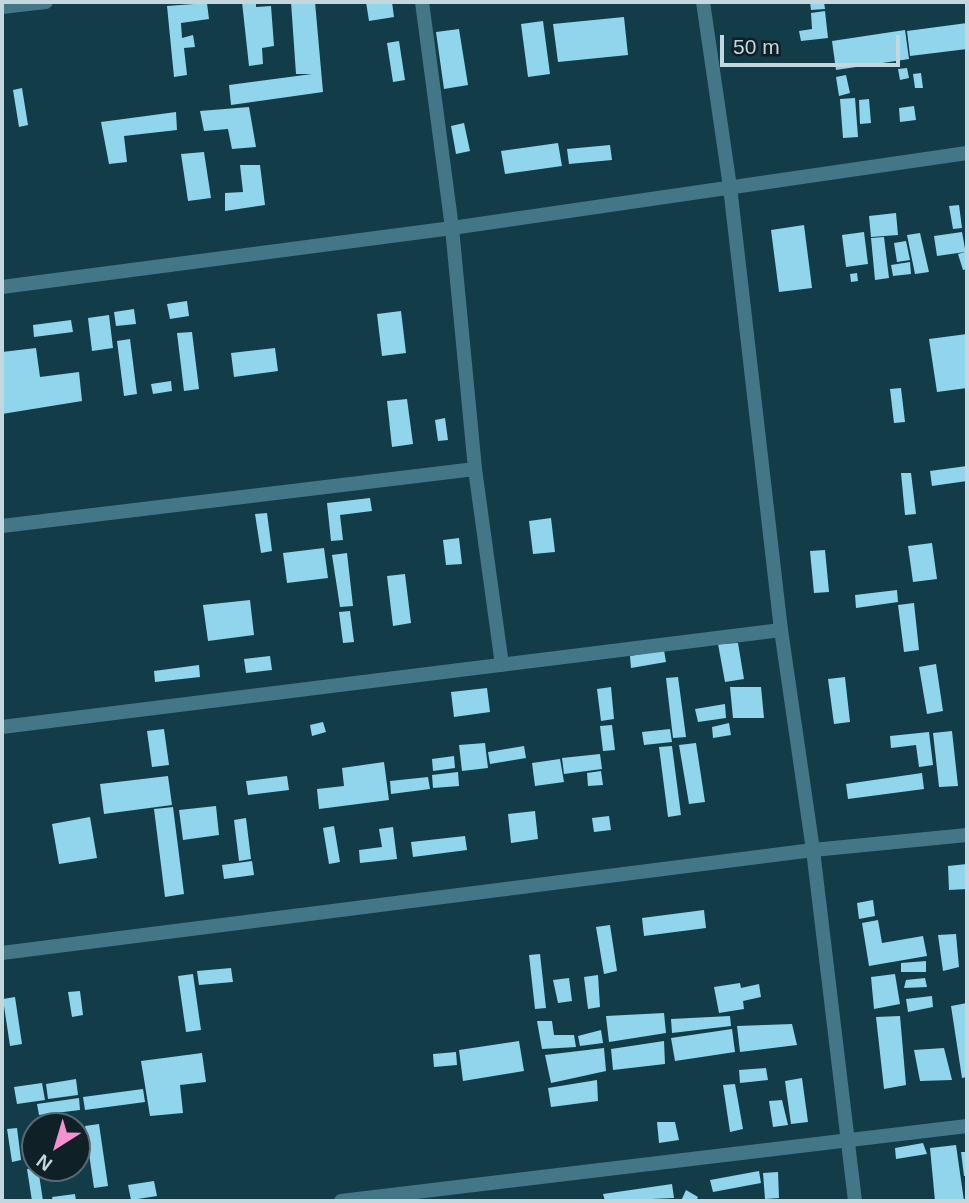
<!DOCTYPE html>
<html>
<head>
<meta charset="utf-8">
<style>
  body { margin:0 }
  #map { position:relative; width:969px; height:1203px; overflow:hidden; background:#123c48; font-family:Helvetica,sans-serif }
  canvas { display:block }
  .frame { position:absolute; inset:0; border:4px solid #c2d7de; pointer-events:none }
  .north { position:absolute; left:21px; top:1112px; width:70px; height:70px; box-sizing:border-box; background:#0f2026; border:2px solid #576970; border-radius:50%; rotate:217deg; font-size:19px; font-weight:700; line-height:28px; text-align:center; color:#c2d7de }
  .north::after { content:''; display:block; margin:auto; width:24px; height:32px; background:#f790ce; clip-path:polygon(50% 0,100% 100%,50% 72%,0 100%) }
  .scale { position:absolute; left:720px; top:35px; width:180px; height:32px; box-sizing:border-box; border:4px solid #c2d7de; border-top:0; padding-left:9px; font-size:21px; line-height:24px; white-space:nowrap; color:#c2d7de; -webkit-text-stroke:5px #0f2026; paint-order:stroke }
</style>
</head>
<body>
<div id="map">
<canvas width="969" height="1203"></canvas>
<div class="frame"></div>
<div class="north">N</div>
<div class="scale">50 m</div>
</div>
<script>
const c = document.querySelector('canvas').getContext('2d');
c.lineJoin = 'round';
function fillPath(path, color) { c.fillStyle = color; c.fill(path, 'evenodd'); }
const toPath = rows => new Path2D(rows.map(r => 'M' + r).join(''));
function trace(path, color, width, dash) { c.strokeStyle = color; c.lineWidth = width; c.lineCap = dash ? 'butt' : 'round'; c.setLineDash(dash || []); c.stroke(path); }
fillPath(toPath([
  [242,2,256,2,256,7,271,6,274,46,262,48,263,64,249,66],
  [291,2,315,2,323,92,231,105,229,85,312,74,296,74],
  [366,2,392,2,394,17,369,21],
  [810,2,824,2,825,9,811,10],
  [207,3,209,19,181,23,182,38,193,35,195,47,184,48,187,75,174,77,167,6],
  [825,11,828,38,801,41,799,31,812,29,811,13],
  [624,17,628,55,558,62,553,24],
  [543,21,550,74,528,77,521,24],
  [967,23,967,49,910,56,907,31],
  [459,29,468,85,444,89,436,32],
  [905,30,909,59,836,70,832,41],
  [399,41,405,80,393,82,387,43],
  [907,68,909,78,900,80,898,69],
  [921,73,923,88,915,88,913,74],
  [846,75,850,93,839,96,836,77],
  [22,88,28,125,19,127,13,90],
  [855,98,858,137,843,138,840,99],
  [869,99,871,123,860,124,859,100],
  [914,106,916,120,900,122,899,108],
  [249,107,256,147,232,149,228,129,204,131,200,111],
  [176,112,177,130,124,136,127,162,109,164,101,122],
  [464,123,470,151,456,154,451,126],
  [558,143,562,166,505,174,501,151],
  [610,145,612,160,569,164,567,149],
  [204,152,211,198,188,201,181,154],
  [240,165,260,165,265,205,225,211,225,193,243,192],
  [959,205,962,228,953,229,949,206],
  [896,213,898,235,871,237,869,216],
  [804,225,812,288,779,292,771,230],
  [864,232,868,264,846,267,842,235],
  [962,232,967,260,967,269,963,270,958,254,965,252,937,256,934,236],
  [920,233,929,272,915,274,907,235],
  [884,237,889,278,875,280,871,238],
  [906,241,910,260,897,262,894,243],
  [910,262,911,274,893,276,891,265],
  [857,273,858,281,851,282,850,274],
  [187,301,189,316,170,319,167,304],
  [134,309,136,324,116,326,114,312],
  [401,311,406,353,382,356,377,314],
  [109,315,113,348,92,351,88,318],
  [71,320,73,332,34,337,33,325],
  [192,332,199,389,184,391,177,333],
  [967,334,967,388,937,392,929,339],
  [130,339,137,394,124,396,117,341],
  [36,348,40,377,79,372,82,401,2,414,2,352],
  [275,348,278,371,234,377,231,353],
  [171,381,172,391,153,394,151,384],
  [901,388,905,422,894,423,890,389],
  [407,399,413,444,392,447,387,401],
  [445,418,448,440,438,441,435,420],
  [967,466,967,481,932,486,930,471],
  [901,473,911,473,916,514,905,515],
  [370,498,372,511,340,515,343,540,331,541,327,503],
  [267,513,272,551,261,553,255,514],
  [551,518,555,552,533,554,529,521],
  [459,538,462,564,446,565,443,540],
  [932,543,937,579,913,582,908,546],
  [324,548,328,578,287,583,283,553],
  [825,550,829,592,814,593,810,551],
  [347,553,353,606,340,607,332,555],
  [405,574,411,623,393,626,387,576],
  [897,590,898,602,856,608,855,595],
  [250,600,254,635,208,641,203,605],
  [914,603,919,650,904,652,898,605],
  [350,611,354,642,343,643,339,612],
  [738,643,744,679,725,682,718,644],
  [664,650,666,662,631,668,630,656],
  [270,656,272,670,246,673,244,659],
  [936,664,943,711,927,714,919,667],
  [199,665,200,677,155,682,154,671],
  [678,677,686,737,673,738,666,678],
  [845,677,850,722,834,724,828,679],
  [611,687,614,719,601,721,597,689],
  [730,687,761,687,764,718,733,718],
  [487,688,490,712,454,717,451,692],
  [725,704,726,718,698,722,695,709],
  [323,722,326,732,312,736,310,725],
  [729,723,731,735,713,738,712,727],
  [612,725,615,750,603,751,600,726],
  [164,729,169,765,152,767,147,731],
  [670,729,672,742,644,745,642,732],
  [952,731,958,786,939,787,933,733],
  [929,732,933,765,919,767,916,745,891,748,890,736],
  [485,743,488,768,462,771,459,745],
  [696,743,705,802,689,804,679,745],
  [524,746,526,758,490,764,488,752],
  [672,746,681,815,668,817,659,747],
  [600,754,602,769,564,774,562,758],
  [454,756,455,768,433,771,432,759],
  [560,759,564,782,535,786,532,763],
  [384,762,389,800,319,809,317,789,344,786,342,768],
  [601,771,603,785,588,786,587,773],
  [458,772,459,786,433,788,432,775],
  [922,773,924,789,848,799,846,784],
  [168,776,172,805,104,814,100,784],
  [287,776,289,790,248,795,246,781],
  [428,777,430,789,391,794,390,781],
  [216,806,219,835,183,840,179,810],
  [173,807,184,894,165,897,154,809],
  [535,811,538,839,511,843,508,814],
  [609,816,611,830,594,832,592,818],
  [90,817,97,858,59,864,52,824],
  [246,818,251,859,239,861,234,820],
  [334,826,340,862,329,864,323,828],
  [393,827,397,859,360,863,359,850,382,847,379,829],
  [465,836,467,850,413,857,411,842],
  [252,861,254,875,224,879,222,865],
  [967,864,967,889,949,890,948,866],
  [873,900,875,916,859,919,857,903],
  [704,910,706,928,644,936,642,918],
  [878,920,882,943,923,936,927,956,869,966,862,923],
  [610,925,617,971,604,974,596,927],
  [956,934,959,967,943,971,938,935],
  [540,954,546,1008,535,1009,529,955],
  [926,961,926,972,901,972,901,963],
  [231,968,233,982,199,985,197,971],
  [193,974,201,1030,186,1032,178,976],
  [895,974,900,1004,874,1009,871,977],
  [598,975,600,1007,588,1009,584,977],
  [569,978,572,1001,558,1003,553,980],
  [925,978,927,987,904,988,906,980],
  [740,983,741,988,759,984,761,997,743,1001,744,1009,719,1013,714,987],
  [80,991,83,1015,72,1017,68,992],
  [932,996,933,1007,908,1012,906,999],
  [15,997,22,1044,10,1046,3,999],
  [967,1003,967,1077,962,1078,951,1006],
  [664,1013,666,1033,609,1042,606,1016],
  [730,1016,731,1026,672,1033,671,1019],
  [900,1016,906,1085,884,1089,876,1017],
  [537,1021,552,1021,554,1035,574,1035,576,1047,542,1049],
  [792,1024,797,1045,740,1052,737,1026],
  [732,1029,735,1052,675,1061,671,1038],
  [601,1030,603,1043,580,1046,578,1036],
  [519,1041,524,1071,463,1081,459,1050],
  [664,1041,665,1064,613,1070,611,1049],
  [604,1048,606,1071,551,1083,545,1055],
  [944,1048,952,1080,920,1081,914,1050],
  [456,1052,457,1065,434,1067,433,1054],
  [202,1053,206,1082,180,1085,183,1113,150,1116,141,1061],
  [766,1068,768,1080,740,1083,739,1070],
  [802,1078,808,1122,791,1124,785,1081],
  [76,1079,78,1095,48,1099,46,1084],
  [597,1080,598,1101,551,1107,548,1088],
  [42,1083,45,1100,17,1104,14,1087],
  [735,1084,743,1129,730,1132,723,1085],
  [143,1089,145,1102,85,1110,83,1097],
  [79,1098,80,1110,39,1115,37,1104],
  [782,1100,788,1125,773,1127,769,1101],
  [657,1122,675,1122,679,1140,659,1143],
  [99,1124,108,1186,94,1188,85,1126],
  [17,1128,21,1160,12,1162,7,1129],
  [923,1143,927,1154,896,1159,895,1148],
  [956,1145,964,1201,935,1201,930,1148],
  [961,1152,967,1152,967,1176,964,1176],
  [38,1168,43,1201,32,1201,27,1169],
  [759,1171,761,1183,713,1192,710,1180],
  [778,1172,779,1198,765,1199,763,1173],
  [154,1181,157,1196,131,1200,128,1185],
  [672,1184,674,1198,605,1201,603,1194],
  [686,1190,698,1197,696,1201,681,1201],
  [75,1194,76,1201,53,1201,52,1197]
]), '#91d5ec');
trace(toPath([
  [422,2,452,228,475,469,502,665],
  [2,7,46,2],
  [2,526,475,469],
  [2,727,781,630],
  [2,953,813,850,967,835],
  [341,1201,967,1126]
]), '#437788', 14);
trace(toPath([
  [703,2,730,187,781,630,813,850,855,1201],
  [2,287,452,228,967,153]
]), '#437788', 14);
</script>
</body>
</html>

→ **TASK ITEM**:
How many of the lines in the data above carry the word "const"? Say the number and nothing else.

→ **SOLUTION TO THE PROBLEM**:
2